(Beginning of Recorded data)

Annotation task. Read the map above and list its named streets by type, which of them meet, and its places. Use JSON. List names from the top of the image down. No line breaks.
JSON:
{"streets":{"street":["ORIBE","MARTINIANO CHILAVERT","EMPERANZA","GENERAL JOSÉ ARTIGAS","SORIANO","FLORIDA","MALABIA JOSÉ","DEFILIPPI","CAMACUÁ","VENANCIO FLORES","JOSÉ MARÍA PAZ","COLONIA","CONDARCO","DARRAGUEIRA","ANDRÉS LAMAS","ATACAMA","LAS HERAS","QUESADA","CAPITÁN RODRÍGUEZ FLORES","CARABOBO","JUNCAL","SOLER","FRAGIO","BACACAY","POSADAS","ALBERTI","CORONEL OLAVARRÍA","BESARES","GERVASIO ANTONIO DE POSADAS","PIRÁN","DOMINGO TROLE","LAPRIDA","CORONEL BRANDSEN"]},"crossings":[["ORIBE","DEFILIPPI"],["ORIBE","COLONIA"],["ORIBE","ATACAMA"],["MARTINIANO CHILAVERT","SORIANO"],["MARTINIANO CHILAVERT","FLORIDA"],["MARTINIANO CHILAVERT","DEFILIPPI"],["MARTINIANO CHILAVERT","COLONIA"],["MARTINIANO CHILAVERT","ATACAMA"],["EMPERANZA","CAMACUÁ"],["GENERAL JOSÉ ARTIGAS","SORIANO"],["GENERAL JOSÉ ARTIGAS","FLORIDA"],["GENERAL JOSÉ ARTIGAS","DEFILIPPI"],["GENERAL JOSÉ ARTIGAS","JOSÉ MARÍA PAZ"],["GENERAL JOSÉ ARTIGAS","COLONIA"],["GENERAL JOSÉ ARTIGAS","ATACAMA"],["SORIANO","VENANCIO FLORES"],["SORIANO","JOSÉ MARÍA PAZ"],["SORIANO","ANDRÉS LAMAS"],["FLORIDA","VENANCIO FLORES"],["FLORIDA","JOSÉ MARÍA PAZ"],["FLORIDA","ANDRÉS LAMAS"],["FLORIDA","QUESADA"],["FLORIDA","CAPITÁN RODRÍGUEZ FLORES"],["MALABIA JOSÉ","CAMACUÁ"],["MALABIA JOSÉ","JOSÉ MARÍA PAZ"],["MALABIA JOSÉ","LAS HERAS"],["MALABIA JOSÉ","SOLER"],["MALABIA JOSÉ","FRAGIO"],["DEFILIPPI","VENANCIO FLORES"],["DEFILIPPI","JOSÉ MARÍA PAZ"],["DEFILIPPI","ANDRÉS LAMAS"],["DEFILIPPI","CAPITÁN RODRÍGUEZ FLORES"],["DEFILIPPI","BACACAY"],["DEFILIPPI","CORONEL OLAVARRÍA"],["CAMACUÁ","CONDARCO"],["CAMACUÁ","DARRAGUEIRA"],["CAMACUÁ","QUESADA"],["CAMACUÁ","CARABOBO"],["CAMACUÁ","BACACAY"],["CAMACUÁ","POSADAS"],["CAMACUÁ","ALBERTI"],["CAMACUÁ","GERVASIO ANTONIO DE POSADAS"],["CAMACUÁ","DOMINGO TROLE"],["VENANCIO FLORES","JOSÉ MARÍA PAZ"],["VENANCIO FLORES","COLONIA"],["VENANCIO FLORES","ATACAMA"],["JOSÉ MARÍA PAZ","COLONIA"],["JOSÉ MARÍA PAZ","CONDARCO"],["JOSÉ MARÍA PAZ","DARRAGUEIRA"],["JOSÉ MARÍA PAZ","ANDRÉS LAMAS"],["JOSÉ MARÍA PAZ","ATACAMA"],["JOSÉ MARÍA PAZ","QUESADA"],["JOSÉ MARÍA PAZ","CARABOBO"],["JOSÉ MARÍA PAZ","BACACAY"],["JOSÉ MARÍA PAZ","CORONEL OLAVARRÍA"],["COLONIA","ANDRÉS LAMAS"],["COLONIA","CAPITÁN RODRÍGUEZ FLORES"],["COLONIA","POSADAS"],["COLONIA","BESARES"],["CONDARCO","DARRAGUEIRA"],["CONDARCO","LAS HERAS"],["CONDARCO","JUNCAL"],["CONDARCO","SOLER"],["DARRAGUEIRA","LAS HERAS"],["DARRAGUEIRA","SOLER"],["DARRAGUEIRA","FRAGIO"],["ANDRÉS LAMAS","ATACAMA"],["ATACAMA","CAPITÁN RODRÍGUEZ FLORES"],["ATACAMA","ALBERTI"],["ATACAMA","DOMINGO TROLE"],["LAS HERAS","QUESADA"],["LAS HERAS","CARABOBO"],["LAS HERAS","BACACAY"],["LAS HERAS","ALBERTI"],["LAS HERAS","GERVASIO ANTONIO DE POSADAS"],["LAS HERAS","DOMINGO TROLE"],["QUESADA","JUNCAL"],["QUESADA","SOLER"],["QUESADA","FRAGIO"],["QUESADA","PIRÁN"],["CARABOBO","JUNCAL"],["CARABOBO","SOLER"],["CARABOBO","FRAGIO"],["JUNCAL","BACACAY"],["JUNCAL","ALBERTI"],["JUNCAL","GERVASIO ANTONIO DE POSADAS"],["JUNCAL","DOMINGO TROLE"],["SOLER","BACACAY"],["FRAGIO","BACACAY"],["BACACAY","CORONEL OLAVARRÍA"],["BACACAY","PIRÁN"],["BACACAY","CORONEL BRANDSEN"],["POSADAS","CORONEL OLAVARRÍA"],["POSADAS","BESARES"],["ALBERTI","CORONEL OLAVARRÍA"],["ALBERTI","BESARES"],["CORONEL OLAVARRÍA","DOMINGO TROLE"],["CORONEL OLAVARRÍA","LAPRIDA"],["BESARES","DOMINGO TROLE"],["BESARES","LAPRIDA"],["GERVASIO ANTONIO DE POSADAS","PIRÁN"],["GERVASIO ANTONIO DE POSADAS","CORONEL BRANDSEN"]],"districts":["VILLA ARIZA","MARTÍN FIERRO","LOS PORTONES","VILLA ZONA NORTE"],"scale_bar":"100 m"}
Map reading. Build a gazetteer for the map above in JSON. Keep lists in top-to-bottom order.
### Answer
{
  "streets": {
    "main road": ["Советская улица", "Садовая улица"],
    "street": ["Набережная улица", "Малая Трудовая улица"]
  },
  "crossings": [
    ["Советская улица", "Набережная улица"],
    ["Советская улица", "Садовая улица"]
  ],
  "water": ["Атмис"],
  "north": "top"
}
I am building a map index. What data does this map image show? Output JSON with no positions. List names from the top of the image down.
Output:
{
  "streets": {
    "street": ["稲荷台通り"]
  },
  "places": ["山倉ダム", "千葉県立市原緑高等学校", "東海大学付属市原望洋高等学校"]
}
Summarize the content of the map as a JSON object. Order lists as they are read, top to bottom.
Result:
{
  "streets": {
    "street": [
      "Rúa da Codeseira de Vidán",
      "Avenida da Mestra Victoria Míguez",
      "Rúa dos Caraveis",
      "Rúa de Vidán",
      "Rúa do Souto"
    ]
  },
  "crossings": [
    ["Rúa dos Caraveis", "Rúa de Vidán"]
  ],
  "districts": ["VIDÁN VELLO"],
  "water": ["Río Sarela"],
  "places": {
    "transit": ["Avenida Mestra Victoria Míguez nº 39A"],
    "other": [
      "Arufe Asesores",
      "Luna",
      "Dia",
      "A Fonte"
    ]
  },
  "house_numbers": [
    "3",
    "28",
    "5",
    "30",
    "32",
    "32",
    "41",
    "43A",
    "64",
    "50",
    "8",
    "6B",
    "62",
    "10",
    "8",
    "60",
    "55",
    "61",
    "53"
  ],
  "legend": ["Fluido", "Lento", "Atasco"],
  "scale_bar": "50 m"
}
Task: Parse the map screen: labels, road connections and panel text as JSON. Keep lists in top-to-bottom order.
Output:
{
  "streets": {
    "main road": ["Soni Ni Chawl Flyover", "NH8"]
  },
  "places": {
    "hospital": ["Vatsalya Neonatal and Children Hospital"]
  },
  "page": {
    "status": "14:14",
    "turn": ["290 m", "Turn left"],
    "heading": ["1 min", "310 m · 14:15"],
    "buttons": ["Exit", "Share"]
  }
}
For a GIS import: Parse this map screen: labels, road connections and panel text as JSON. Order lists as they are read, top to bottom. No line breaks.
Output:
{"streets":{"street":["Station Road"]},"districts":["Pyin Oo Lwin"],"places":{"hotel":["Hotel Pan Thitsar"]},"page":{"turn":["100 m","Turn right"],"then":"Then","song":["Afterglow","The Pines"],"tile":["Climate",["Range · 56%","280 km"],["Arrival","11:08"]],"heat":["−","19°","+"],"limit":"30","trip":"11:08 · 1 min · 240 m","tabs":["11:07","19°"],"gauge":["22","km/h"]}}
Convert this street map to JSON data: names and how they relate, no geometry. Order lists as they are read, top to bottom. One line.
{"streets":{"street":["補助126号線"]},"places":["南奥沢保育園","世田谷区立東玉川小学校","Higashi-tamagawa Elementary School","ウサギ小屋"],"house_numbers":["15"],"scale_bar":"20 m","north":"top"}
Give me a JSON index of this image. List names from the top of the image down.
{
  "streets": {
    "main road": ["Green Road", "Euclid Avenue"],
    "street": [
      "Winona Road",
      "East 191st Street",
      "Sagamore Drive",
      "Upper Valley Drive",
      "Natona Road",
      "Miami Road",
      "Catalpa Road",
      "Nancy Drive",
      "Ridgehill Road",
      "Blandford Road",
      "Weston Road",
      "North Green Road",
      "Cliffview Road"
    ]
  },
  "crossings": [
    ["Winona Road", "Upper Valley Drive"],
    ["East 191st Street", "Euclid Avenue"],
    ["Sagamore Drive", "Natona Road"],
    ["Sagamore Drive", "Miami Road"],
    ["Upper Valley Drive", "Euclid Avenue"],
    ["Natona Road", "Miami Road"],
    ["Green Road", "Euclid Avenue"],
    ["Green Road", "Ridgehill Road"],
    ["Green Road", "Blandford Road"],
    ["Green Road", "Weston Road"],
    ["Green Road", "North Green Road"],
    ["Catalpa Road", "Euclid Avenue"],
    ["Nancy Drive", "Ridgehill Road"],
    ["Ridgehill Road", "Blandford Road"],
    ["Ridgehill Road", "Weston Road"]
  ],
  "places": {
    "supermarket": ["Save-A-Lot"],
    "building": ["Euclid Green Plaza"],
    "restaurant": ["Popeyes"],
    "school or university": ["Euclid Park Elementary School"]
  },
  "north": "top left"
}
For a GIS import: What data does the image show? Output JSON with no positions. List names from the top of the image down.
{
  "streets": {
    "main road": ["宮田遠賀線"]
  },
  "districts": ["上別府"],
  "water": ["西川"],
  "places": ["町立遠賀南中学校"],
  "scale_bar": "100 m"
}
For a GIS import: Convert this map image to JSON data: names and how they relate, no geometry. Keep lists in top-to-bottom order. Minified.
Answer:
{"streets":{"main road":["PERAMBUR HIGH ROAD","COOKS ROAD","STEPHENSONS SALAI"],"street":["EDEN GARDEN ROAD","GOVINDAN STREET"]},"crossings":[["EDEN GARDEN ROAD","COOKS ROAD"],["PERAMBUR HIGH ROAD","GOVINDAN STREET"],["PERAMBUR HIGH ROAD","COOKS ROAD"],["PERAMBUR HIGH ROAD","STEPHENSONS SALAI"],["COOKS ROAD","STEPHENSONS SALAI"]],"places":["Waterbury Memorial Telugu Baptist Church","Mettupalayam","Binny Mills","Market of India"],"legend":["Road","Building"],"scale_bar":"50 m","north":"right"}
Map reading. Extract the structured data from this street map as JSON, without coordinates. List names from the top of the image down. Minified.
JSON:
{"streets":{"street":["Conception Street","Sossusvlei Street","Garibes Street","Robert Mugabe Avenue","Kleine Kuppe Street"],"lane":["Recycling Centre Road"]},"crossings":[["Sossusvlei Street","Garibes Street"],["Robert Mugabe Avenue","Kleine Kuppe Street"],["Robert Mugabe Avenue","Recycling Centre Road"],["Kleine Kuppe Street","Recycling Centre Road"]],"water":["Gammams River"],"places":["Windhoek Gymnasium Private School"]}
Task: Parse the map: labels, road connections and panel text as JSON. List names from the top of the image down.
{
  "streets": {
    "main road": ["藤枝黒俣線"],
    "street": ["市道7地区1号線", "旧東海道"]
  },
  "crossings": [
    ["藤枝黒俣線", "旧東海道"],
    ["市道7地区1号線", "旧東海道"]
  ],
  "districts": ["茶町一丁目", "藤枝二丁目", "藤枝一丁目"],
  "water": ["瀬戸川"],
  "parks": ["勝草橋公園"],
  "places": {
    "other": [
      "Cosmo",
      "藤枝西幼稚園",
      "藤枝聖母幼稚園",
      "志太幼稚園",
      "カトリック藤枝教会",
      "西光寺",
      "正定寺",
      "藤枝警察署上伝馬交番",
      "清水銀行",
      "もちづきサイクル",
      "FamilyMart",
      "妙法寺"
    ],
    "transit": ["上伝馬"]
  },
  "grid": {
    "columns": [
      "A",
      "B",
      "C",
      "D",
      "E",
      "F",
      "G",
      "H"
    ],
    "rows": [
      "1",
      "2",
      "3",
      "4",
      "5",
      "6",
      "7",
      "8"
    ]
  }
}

(End of Recorded data)

Aim of the task = Above are the entries; count how many of their lines contain the word "Набережная" and give only that number.

Response below = 2